[Dataset entries]
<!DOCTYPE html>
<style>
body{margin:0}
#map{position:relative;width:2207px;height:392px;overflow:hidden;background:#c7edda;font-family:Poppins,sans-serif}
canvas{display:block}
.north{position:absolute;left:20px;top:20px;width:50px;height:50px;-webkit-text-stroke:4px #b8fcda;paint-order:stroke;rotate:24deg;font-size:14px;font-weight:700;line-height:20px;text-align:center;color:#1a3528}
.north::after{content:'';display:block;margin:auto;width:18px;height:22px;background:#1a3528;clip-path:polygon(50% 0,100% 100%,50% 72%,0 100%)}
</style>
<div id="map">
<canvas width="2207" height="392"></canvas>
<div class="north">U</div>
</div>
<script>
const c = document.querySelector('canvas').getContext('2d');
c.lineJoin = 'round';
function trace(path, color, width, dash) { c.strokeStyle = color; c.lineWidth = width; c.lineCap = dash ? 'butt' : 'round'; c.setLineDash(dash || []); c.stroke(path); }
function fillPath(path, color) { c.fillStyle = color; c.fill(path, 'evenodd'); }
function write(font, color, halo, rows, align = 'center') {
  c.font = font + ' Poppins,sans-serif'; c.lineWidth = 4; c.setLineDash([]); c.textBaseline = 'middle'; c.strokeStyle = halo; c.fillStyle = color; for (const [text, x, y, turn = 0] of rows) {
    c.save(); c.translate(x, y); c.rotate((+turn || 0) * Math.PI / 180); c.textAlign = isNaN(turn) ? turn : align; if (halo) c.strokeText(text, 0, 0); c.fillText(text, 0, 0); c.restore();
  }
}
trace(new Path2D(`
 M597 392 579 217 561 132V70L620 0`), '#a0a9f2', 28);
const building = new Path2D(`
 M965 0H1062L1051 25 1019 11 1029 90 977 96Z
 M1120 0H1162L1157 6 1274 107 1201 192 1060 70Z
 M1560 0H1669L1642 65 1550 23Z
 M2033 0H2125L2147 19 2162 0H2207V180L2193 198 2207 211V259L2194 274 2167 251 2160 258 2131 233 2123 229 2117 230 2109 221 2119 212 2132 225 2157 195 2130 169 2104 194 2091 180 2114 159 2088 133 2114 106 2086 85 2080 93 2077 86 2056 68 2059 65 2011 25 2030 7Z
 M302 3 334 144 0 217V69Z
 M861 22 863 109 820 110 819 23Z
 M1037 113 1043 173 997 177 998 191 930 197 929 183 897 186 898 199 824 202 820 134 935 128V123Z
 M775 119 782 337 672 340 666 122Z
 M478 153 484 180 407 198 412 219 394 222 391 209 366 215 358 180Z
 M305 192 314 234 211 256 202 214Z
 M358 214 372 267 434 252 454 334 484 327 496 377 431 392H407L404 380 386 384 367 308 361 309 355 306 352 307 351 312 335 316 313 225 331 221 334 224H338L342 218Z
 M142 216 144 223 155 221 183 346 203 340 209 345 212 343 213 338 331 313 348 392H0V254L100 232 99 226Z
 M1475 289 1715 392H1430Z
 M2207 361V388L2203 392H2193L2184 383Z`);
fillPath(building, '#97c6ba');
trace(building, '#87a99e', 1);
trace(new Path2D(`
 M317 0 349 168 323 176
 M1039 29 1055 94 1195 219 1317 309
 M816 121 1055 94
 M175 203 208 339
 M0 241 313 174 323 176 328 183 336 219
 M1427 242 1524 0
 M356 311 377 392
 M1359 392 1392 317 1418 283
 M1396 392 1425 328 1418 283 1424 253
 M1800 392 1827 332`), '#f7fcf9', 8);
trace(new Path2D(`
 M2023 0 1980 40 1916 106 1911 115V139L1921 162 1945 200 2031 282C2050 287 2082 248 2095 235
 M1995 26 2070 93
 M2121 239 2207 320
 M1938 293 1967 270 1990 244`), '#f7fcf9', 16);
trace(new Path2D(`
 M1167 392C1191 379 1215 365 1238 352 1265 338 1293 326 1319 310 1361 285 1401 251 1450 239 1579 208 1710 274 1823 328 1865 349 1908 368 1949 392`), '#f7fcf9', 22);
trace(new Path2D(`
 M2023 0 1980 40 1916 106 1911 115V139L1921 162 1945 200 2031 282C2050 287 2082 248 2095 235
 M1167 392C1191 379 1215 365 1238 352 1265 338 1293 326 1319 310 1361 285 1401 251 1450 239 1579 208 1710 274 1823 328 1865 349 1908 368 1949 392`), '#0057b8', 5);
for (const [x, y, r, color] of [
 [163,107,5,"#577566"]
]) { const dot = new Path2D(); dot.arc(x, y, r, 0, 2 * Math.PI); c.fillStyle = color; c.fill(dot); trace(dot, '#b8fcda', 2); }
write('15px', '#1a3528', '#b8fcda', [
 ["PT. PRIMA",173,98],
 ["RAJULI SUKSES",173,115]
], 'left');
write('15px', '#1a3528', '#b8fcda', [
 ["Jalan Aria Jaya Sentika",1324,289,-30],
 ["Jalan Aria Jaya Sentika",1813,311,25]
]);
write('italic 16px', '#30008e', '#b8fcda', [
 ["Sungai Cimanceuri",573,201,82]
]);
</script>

Exercise ::
Identify the lines in the entries that hold "function" and return each one.

Response to the task ::
function trace(path, color, width, dash) { c.strokeStyle = color; c.lineWidth = width; c.lineCap = dash ? 'butt' : 'round'; c.setLineDash(dash || []); c.stroke(path); }
function fillPath(path, color) { c.fillStyle = color; c.fill(path, 'evenodd'); }
function write(font, color, halo, rows, align = 'center') {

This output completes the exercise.